Hello. Is this the secret yet brave nuclear submariner commander?

He’s playing golf! How the heck can he be playing golf?

Well who the heck are you?

His secretary. All righty then. Listen up Ms. Secretary, if you really are a secretary. I am fixing to provide you with the GPS coordinates for a nuclear missile strike on the terrorist school bus barn located down the street.

Dang it! She hung up. Imagine that! She hung up on a taxpayer. All righty then. I need some private industry help. I need some pest control. Lemme see. Do I need the Orkin Man or ABC or one of the organic pest management outfits?
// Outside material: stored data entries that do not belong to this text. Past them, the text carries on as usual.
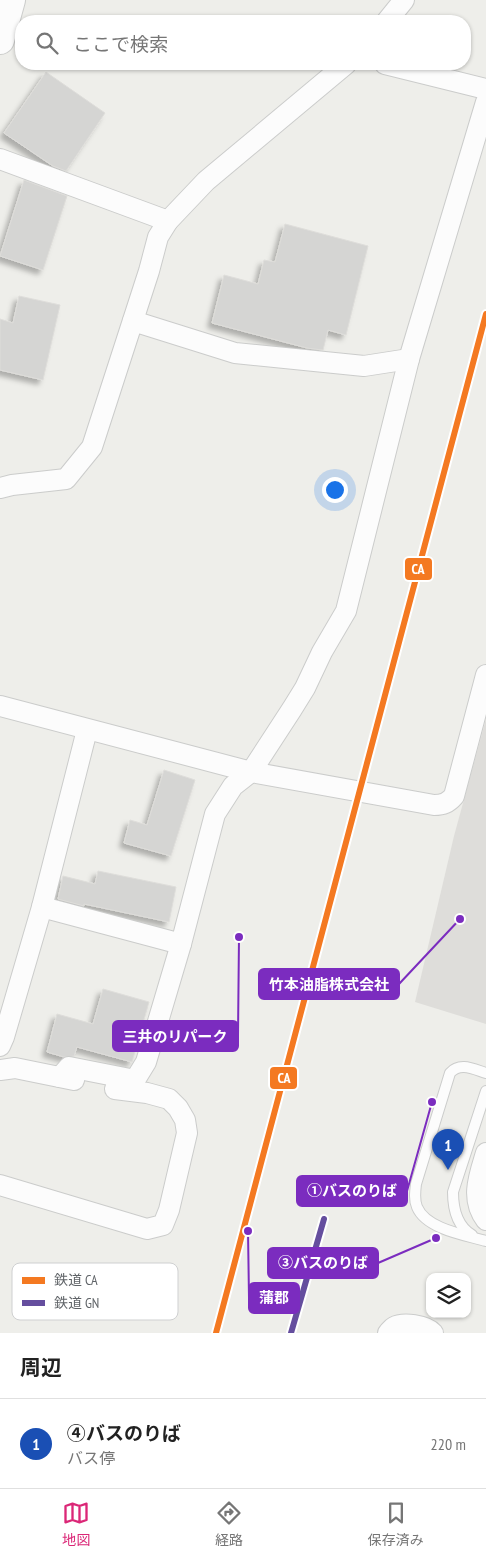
<!DOCTYPE html>
<html lang="ja">
<head>
<meta charset="utf-8">
<style>
	:root { --surface:#fff; --page:#f6f6f6; --text:#222; --muted:#767676; --line:#e0e0e0; --accent:#db2777 }
	body { margin:0; font-family:"PT Sans Narrow","Noto Sans JP",sans-serif; background:var(--page); color:var(--text) }
	.controls { position:absolute; right:15px; bottom:15px; display:grid; overflow:hidden; border-radius:10px; box-shadow:0 1px 4px #0004 }
	.controls button { width:45px; height:45px; display:grid; place-items:center; padding:0; border:0; border-bottom:1px solid var(--line); background:var(--surface); color:var(--text); font:25px sans-serif }
	.you { position:absolute; left:334px; top:489px; width:18px; height:18px; margin:-12px; border:4px solid #fff; border-radius:50%; background:#1a73e8; box-shadow:0 0 0 8px #1a73e833 }
	.badge { display:grid; place-items:center; width:32px; height:32px; border-radius:50%; background:var(--accent); color:#fff; font-size:16px; font-weight:700 }
	.pin { position:absolute; translate:-50% -41px; filter:drop-shadow(0 1px 2px #0008) }
	.pin::after { content:''; position:absolute; top:26px; width:18px; height:15px; background:inherit; clip-path:polygon(0 0,100% 0,50% 100%) }
	.list { margin:0; padding:0; list-style:none }
	h2 { display:flex; justify-content:space-between; align-items:center; height:65px; margin:0; padding:0 20px; font-size:21px }
	h2 small { font-size:16px; font-weight:400; color:var(--muted) }
	.list li { display:grid; grid-template-columns:32px 1fr auto; gap:15px; align-items:center; box-sizing:border-box; height:90px; padding:0 20px; border-top:1px solid var(--line) }
	.list b { display:block; font-size:19px; white-space:nowrap }
	.list p { margin:0; font-size:16px; white-space:nowrap; color:var(--muted) }
	.list em { font-size:16px; font-style:normal; color:var(--muted) }
	.icon { flex:none; width:28px; height:28px; fill:none; stroke:currentColor; stroke-width:2; stroke-linecap:round; stroke-linejoin:round }
	.map { position:relative; flex:none; width:486px; height:1333px; overflow:hidden }
	.search { position:absolute; background:var(--surface); box-shadow:0 1px 4px #0004; left:15px; right:15px; top:15px; height:55px; display:flex; align-items:center; gap:12px; box-sizing:border-box; padding:0 18px; border-radius:20px; color:var(--muted); font-size:19px }
	.sheet { height:155px; background:var(--surface) }
	nav { display:flex; justify-content:space-around; align-items:center; box-sizing:border-box; height:70px; border-top:1px solid var(--line); background:var(--surface); font-size:14px; color:var(--muted) }
	nav a { display:grid; justify-items:center; gap:2px }
	nav .on { color:var(--accent) }
	.map>svg:first-child { display:block }
	.industrial { fill:#deddda }
	.building { fill:#d5d5d3; stroke:#deddda; filter:url(#shadow) }
	.lines { fill:none; stroke-linecap:round; stroke-linejoin:round }
	.service-casing { stroke:#cbcccb; stroke-width:12 }
	.minor-casing { stroke:#cbcccb; stroke-width:22 }
	.secondary-casing { stroke:#cbcccb; stroke-width:30 }
	.service { stroke:#fcfcfc; stroke-width:10 }
	.minor { stroke:#fcfcfc; stroke-width:20 }
	.secondary { stroke:#fcfcfc; stroke-width:28 }
	.rail-1-casing { stroke:#fff; stroke-width:10 }
	.rail-2-casing { stroke:#fff; stroke-width:10 }
	.rail-1 { stroke:#f47921; stroke-width:6 }
	.rail-2 { stroke:#654e9e; stroke-width:6 }
	.key { fill:#fff; stroke:#cfd0d1; stroke-width:1 }
	.key-label { font-size:14px; fill:#5f6367 }
	.leader { fill:none; stroke:#7b2cbf; stroke-width:2 }
	.callout-dot { fill:#7b2cbf; stroke:#fff; stroke-width:2 }
	.callout { fill:#7b2cbf; stroke:#7b2cbf; stroke-width:2 }
	.callout-label { font-size:15px; text-anchor:middle; font-weight:bold; fill:#fff }
	.line-badge { stroke:#fff; stroke-width:2 }
	.badge-label { font-size:14px; text-anchor:middle; font-weight:bold; fill:#fff }
</style>
</head>
<body>
<div class="map">
<svg width="486" height="1333" viewBox="0 0 486 1333">
	<defs>
		<filter id="shadow"><feDropShadow dx="-4.5" dy="4.5" stdDeviation="2.5" flood-color="#0004"/></filter>
	</defs>
	<rect width="100%" height="100%" fill="#eeeeea"/>
	<!-- industrial -->
	<path class="industrial" d="M486 719V1024L415 1002 454 836Z"/>
	<!-- building -->
	<g class="building">
		<path d="M46 72 105 113 66 171 53 166 4 133Z"/>
		<path d="M24 180 67 196 43 270 0 256Z"/>
		<path d="M285 224 368 246 346 335 328 330 323 350 307 348 212 323 224 275 258 284 264 260 275 262Z"/>
		<path d="M19 296 60 305 43 380 0 370V319L13 323Z"/>
		<path d="M164 770 195 780 171 856 124 843 130 820 147 825Z"/>
		<path d="M98 871 176 887 169 922 84 904V906L58 899 63 876 95 884Z"/>
		<path d="M103 989 149 1002 132 1062 77 1047 74 1056 64 1057 47 1052 57 1014 93 1024Z"/>
	</g>
	<g class="lines">
		<!-- service casing -->
		<g class="service-casing">
			<g id="service">
				<path d="M486 1073C473 1069 460 1062 450 1073L416 1184C415 1192 414 1200 417 1207 426 1229 465 1235 486 1241"/>
				<path d="M472 1235C457 1226 453 1209 453 1192L486 1091"/>
			</g>
		</g>
		<!-- minor casing -->
		<g class="minor-casing">
			<g id="minor">
				<path d="M387 21 404 0"/>
				<path d="M385 64 486 89"/>
				<path d="M0 159 168 221"/>
				<path d="M133 321 235 353 364 366 409 359"/>
				<path d="M0 488 12 485 66 479 92 447 149 271 158 237 168 221 206 181 346 64"/>
				<path d="M0 706 251 772 434 805C443 805 448 803 454 796L486 675"/>
				<path d="M42 907 181 944"/>
				<path d="M0 1046 4 1037 42 907 87 730"/>
				<path d="M0 1070 15 1068 74 1080"/>
				<path d="M60 1077 69 1067 135 1080 146 1062 181 944 215 814 233 786 251 772 292 709 305 688 322 652 346 611 409 359 486 102"/>
				<path d="M486 1153C479 1176 470 1199 486 1220"/>
				<path d="M0 1185 147 1229 163 1225 169 1210 187 1133 185 1120 178 1108 169 1099 147 1093 115 1089"/>
				<path d="M388 1333C390 1331 392 1328 394 1327 403 1322 426 1325 433 1333"/>
			</g>
		</g>
		<!-- secondary casing -->
		<g class="secondary-casing">
			<path id="secondary" d="M0 40 11 0"/>
		</g>
		<!-- service -->
		<use href="#service" class="service"/>
		<!-- minor -->
		<use href="#minor" class="minor"/>
		<!-- secondary -->
		<use href="#secondary" class="secondary"/>
		<!-- rail-1 casing -->
		<g class="rail-1-casing">
			<path id="rail-1" d="M216 1333 486 314"/>
		</g>
		<!-- rail-2 casing -->
		<g class="rail-2-casing">
			<path id="rail-2" d="M291 1333 324 1219"/>
		</g>
		<!-- rail-1 -->
		<use href="#rail-1" class="rail-1"/>
		<!-- rail-2 -->
		<use href="#rail-2" class="rail-2"/>
	</g>
	<!-- legend -->
	<rect x="12" y="1263" width="166" height="57" rx="8" class="key"/>
	<rect x="22" y="1277" width="23" height="7" fill="#f47921"/>
	<rect x="22" y="1300" width="23" height="6" fill="#654e9e"/>
	<g class="key-label">
		<text x="54" y="1285">鉄道 CA</text>
		<text x="54" y="1308">鉄道 GN</text>
	</g>
	<!-- callouts -->
	<path class="leader" d="M460 919L399 984M239 937L238 1036M432 1102L407 1191M436 1238L378 1263M248 1231L249 1298"/>
	<g class="callout-dot">
		<circle cx="460" cy="919" r="5"/>
		<circle cx="239" cy="937" r="5"/>
		<circle cx="432" cy="1102" r="5"/>
		<circle cx="436" cy="1238" r="5"/>
		<circle cx="248" cy="1231" r="5"/>
	</g>
	<g class="callout">
		<rect x="259" y="969" width="140" height="30" rx="5"/>
		<rect x="113" y="1021" width="125" height="30" rx="5"/>
		<rect x="297" y="1176" width="110" height="30" rx="5"/>
		<rect x="268" y="1248" width="110" height="30" rx="5"/>
		<rect x="249" y="1283" width="50" height="30" rx="5"/>
	</g>
	<g class="callout-label">
		<text x="329" y="990">竹本油脂株式会社</text>
		<text x="175" y="1042">三井のリパーク</text>
		<text x="352" y="1196">①バスのりば</text>
		<text x="323" y="1268">③バスのりば</text>
		<text x="274" y="1303">蒲郡</text>
	</g>
	<g class="line-badge">
		<rect x="404" y="557" width="29" height="24" rx="5" fill="#f47921"/>
		<rect x="269" y="1066" width="29" height="24" rx="5" fill="#f47921"/>
	</g>
	<g class="badge-label">
		<text x="418" y="574">CA</text>
		<text x="284" y="1083">CA</text>
	</g>
</svg>
<div class="controls">
<button><svg class="icon" aria-label="layers" viewBox="0 0 24 24"><path d="M12 4l9 5-9 5-9-5zM3 14l9 5 9-5"/></svg></button>
</div>
<div class="you"></div>
<div class="pin badge" style="left:448px;top:1170px;background:#1a4fb4">1</div>
<div class="search"><svg class="icon" aria-label="search" viewBox="0 0 24 24"><circle cx="10" cy="10" r="6"/><path d="M15 15l6 6"/></svg>ここで検索</div>
</div>
<section class="sheet">
<h2>周辺<small></small></h2>
<ul class="list">
<li><span class="badge" style="background:#1a4fb4">1</span><div><b>④バスのりば</b><p>バス停</p></div><em>220 m</em></li>
</ul>
</section>
<nav>
<a class="on"><svg class="icon" aria-label="map" viewBox="0 0 24 24"><path d="M3 6l6-2 6 2 6-2v14l-6 2-6-2-6 2zM9 4v14M15 6v14"/></svg>地図</a>
<a><svg class="icon" aria-label="directions" viewBox="0 0 24 24"><path d="M12 3l9 9-9 9-9-9zM9 14v-3h6M13 9l2 2-2 2"/></svg>経路</a>
<a><svg class="icon" aria-label="saved" viewBox="0 0 24 24"><path d="M7 4h10v16l-5-4-5 4z"/></svg>保存済み</a>
</nav>
</body>
</html>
Dang it!

Crumby, what are you up to?

Nothing Rayetta.

Yes, you are too up to something. You have been quiet far too long, not to be up to something.

Well Rayetta, if you must know, I have been putting myself in the shoes of an average person. The particular average person whose shoes I am filling has plenty of common sense. His common sense tells him he needs to be safer. So he is using his common sense to engage the submariners and the pest management industry in his campaign for personal safety against the terrorists and germ carriers.

So you are satirizing the fascists again. That's nice. Say Crumby, did you notice that Ray's latest fly looks like a Schnauzer?

Jeez Louise, Rayetta. Yer correct. That fly looks exactly like Mohatma Boogerbear's pet Schnauzer, Petey.